= Beginning of Section =

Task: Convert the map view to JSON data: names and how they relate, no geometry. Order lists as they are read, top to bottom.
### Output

= End of Section =
= Beginning of Section =

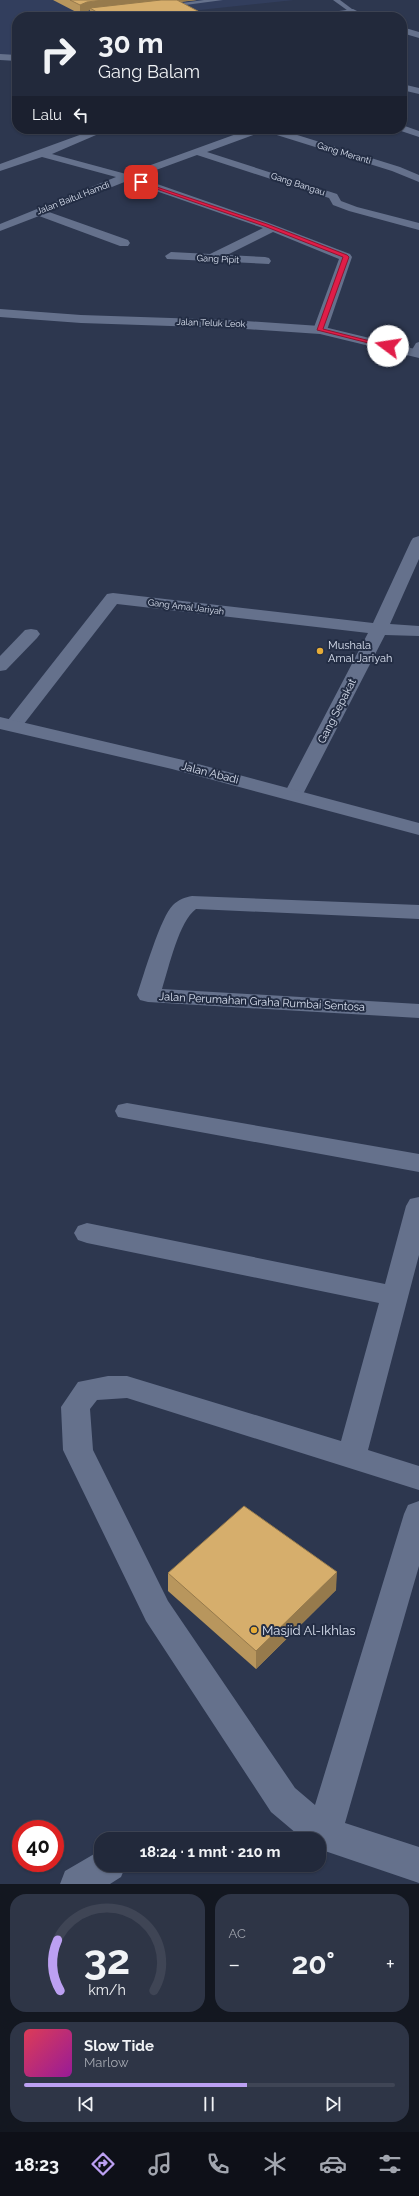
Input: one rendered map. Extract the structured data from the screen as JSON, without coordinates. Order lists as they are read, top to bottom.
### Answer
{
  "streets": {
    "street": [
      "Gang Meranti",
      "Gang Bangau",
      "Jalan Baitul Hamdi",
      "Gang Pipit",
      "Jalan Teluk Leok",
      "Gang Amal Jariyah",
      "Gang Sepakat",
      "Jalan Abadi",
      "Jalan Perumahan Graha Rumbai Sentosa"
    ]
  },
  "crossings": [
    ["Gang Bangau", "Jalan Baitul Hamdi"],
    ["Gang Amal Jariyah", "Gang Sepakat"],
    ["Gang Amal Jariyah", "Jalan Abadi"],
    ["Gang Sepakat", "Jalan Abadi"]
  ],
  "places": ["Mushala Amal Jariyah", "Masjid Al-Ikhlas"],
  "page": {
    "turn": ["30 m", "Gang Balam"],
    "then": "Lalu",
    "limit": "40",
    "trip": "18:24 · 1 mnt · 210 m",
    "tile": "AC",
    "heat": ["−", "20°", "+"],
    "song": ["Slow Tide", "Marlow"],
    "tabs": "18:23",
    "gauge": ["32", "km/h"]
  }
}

= End of Section =

_Required action:_ Your reply should be a single number: the count of lines above that contain the word "lists".

_Result for this task:_ 2